On 07/17/2013 05:17:06 AM, Fabien Chouteau wrote:
On 07/16/2013 07:50 PM, Scott Wood wrote:
> On 07/16/2013 10:28:28 AM, Fabien Chouteau wrote:
>> On 07/16/2013 04:06 AM, Scott Wood wrote:
>> > On 07/10/2013 12:10:02 PM, Fabien Chouteau wrote:
>> >> +    if (*size == etsec->rx_padding) {
>> >> + /* The remaining bytes are for padding which is not actually allocated
>> >> +           in the buffer */
>> >> +
>> >> + rem = MIN(etsec->regs[MRBLR].value - bd->length, etsec->rx_padding);
>> >> +
>> >> +        if (rem > 0) {
>> >> +            memset(padd, 0x0, sizeof(padd));
>> >> +            etsec->rx_padding -= rem;
>> >> +            *size             -= rem;
>> >> +            bd->length        += rem;
>> >> +            cpu_physical_memory_write(bufptr, padd, rem);
>> >> +        }
>> >> +    }
>> >
>> > What if *size > 0 && *size < etsec->rx_padding?
>>
>> I don't think it's possible...
>
> Maybe throw in an assertion, then?
>
> I can see how it might not be possible if rx_padding is being used for padding a short frame, since MRBLR must be a multiple of 64, but what if it's 4 bytes for CRC?
>

Can you explain a possible error scenario?

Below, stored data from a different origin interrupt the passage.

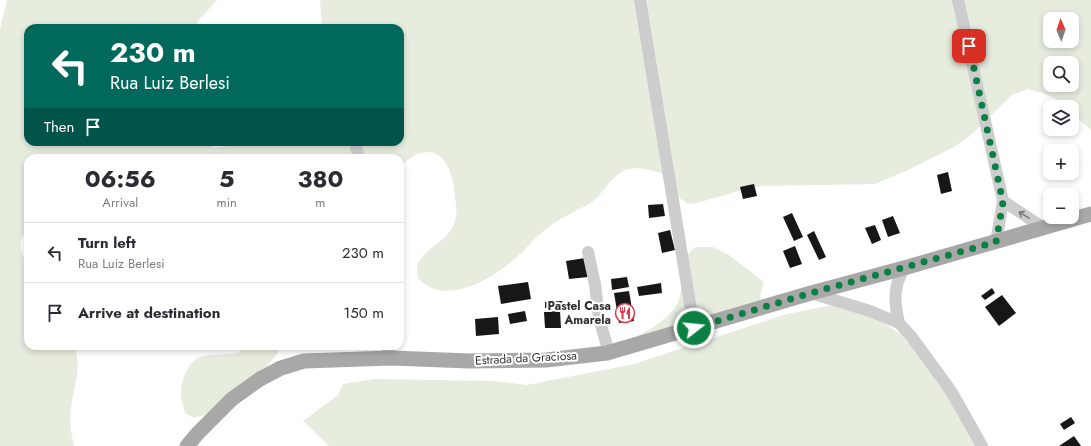 <!DOCTYPE html>
<html lang="en">
<head>
<meta charset="utf-8">
<style>
  body { margin:0; font-family:Jost,sans-serif; background:#f7f7f7; color:#2b2b33; height:100vh; display:flex; flex-direction:column; font-size:15px; white-space:nowrap }
  * { box-sizing:border-box; margin:0 }
  p { font-size:13px; color:#7c7c81 }
  .icon { flex:none; width:22px; height:22px; fill:none; stroke:currentColor; stroke-width:2; stroke-linecap:round; stroke-linejoin:round }
  .map { position:relative; flex:1; overflow:hidden }
  .drawer { position:absolute; left:24px; top:154px; width:380px; height:196px; display:flex; flex-direction:column; background:#fff; border-radius:12px; box-shadow:0 2px 6px #0003 }
  .drawer>* { flex:none }
  .hud { position:absolute; left:24px; top:24px; width:380px; height:122px; border-radius:12px; box-shadow:0 2px 6px #0003; background:#00695c; color:#fff; overflow:hidden }
  .needle { width:26px; rotate:358deg }
  .tools { position:absolute; left:1043px; top:12px; display:grid; gap:8px }
  .tools a { display:grid; place-items:center; width:36px; height:36px; border-radius:8px; background:#fff; box-shadow:0 2px 6px #0003; font-size:20px }
  .pin { position:absolute; display:grid; place-items:center; width:34px; height:34px; color:#fff; margin:-17px; border-radius:8px; box-shadow:0 2px 6px #0006 }
  .me { position:absolute; width:44px; margin:-22px; rotate:74deg; stroke-linejoin:round; filter:drop-shadow(0 0 3px #0008) }
  .turn { display:flex; align-items:center; gap:14px; height:84px; padding:0 20px; font-size:18px }
  .turn .icon { width:52px; height:52px; stroke-width:2.5 }
  .turn b { display:block; font-size:28px; line-height:34px }
  .then { display:flex; align-items:center; height:38px; padding:0 20px; background:#0003; gap:8px; font-size:15px }
  .eta { display:flex; justify-content:space-evenly; align-items:center; height:68px; text-align:center }
  .eta b { font-size:24px; font-weight:700; line-height:28px }
  ul { padding:0; list-style:none }
  li { display:flex; align-items:center; gap:12px; height:60px; padding:0 20px; border-top:1px solid #e1e1e2 }
  li div { flex:1 }
  li b { display:block; font-size:15px }
  li em { font-style:normal }
  .map>svg:first-child { display:block }
</style>
</head>
<body>
<div class="map">
<svg width="1091" height="446" viewBox="0 0 1091 446">
  <rect width="100%" height="100%" fill="#fff"/>
  <g fill="#e6ecde" fill-rule="evenodd">
    <path d="M7,0H217L199,20L194,28H28V142H207L214,148L258,142H400V28H322L320,0H1091V130L1072,113V107H1065L1057,100L1043,93L1027,89L1012,95L971,135L954,147L910,169L875,184L761,186L742,190L697,203L688,204L678,197L662,173C651,170 634,165 623,171C610,178 604,192 593,201C589,205 582,207 577,210C566,216 556,221 546,229C534,238 525,251 513,260C493,278 455,301 428,286C424,284 421,281 418,278L417,265C420,261 422,256 426,253C440,240 452,237 456,216C457,211 456,204 455,198C453,161 434,134 400,167V158H28V231C15,240 21,254 28,266V346H74C83,367 73,387 71,408C69,421 71,433 74,446H0V29ZM1050,19H1072V41H1050ZM1050,63H1072V85H1050Z"/>
    <path d="M696,247H713L729,255L764,282L760,296L761,306L766,309L799,304L689,333L621,346C639,335 664,324 676,306C687,289 676,259 696,247Z"/>
    <path d="M832,305L867,313L901,334L934,371L965,420L975,446H329L303,421L338,395L343,384L374,379L495,381L527,385L634,364L787,314Z"/>
    <path d="M244,346H280L277,354L268,365L235,389L205,415L194,418L185,413C184,407 181,401 181,395C180,385 187,364 196,359C207,353 226,355 239,353Z"/>
  </g>
  <g fill="#171717">
    <path d="M948,172L952,191L941,194L937,175Z"/>
    <path d="M754,184L757,196L743,199L740,187Z"/>
    <path d="M663,204L665,216L649,218L648,205Z"/>
    <path d="M792,213L803,237L794,241L783,217Z"/>
    <path d="M893,216L900,233L888,237L882,220Z"/>
    <path d="M875,225L881,240L872,244L865,228Z"/>
    <path d="M670,230L675,250L662,253L658,233Z"/>
    <path d="M814,231L826,257L819,260L807,235Z"/>
    <path d="M795,246L802,264L790,268L783,251Z"/>
    <path d="M585,258L588,277L569,279L566,261Z"/>
    <path d="M627,277L629,287L612,290L611,279Z"/>
    <path d="M528,282L531,299L501,304L498,286Z"/>
    <path d="M661,283L662,293L639,296L637,287Z"/>
    <path d="M992,288L995,293L985,300L981,296Z"/>
    <path d="M629,291L634,321L619,323L614,293Z"/>
    <path d="M1002,295L1016,313L999,326L985,307Z"/>
    <path d="M562,301L563,306L545,308V302Z"/>
    <path d="M525,311L527,321L510,324L508,314Z"/>
    <path d="M560,311L561,328H545L544,312Z"/>
    <path d="M498,317L499,334L476,336L475,319Z"/>
    <path d="M1071,417L1075,423L1064,430L1060,424Z"/>
    <path d="M1074,436L1081,446H1059Z"/>
  </g>
  <g fill="none" stroke-linecap="round" stroke-linejoin="round">
    <g stroke="#cdcdcd" stroke-width="12">
      <path d="M640,0L694,328"/>
      <path d="M958,0L1003,201L996,242"/>
      <path d="M355,142L359,158"/>
      <path d="M1003,201L1044,228"/>
      <path d="M588,252L595,284L599,318L607,346V353"/>
      <path d="M811,293L870,311L899,323L911,336L951,391L982,446"/>
      <path d="M899,323C894,301 893,288 904,268"/>
      <path d="M387,346L391,358"/>
    </g>
    <path stroke="#a8a8a8" stroke-width="15" d="M187,446L198,433L232,399L260,379L281,368L304,361L391,358L470,361L546,360L607,353L811,293L904,268L1091,214"/>
  </g>
  <defs><path id="oneway-shaft" d="M-6 0H5M1.5-3L5.5 0L1.5 3" fill="none" stroke-width="1.6" stroke-linecap="round" stroke-linejoin="round"/></defs>
  <use stroke="#777" href="#oneway-shaft" transform="translate(1024 215) rotate(-148)"/>
  <g fill="none" stroke-linecap="round" stroke-linejoin="round">
    <path stroke="#0b8043" stroke-width="7" stroke-dasharray="0 12.6" d="M694,328L811,293L996,242L1003,202L969,46"/>
  </g>
  <defs>
    <g id="restaurant-ring" transform="scale(1)"><circle r="9.5" fill="#fff" stroke="#e2364a" stroke-width="1.5"/><path d="M-5-6h1v4h1v-4h1v4h1v-4h1v5L-1.5 .5V6h-2V.5L-5-1ZM5-6V6H3V1.5H1.5Q1.5-4 5-6Z" fill="#e2364a"/></g>
  </defs>
  <g fill-rule="evenodd">
    <use href="#restaurant-ring" x="625" y="313"/>
  </g>
  <g text-anchor="middle" dominant-baseline="central" stroke-width="4" stroke-linejoin="round" paint-order="stroke">
    <g font-size="12" font-weight="bold" fill="#303030" stroke="#fff" text-anchor="end">
      <text x="611" y="306">Pastel Casa<tspan x="611" dy="14">Amarela</tspan></text>
    </g>
    <g font-size="12" fill="#303030" stroke="#fff">
      <text transform="translate(526 358) rotate(-3)">Estrada da Graciosa</text>
    </g>
  </g>
</svg>
<div class="tools">
<a><svg class="needle" viewBox="-14 -14 28 28"><path d="M0-13l5 13h-10z" fill="#e53935"/><path d="M0 13l5-13h-10z" fill="#7c7c81"/></svg></a>
<a><svg class="icon" aria-label="search" viewBox="0 0 24 24"><circle cx="10" cy="10" r="6"/><path d="M15 15l6 6"/></svg></a>
<a><svg class="icon" aria-label="layers" viewBox="0 0 24 24"><path d="M12 4l9 5-9 5-9-5zM3 14l9 5 9-5"/></svg></a>
<a>+</a>
<a>−</a>
</div>
<div class="pin" style="left:969px;top:46px;background:#d93025"><svg class="icon" aria-label="arrive" viewBox="0 0 24 24"><path d="M6 21V4h12l-3 4 3 4H6"/></svg></div>
<svg class="me" style="left:694px;top:328px" viewBox="-20 -20 40 40"><circle r="17" fill="#0b8043" stroke="#fff" stroke-width="3"/><path d="M0-11L8 9 0 5-8 9z" fill="#fff"/></svg>
<div class="hud">
<div class="turn"><svg class="icon" aria-label="left" viewBox="0 0 24 24"><path d="M17 20v-9H6M10 6l-5 5 5 5"/></svg><div><b>230 m</b>Rua Luiz Berlesi</div></div>
<div class="then">Then<svg class="icon" aria-label="arrive" viewBox="0 0 24 24"><path d="M6 21V4h12l-3 4 3 4H6"/></svg></div>
</div>
<section class="drawer">
<div class="eta">
<div><b>06:56</b><p>Arrival</p></div>
<div><b>5</b><p>min</p></div>
<div><b>380</b><p>m</p></div>
</div>
<ul>
<li><svg class="icon" aria-label="left" viewBox="0 0 24 24"><path d="M17 20v-9H6M10 6l-5 5 5 5"/></svg><div><b>Turn left</b><p>Rua Luiz Berlesi</p></div><em>230 m</em></li>
<li><svg class="icon" aria-label="arrive" viewBox="0 0 24 24"><path d="M6 21V4h12l-3 4 3 4H6"/></svg><div><b>Arrive at destination</b></div><em>150 m</em></li>
</ul>
</section>
</div>
</body>
</html>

126 byte packet, no fcb. rx_padding is 4 for CRC. Suppose MRBLR is 128. Wouldn't *size be 2 here?

> Could you at least have a way to diagnose when the guest OS tries to
> use some functionality that you don't support, rather than silently
> doing the wrong thing?
>

This device is so complex, detecting unsupported features would take too
much work.

I was thinking along the lines of marking registers and bits within registers as supported (or which are properly no-ops in QEMU) -- and warning the first time you see a non-default-value write to an unsupported field or register. It could save a lot of debugging.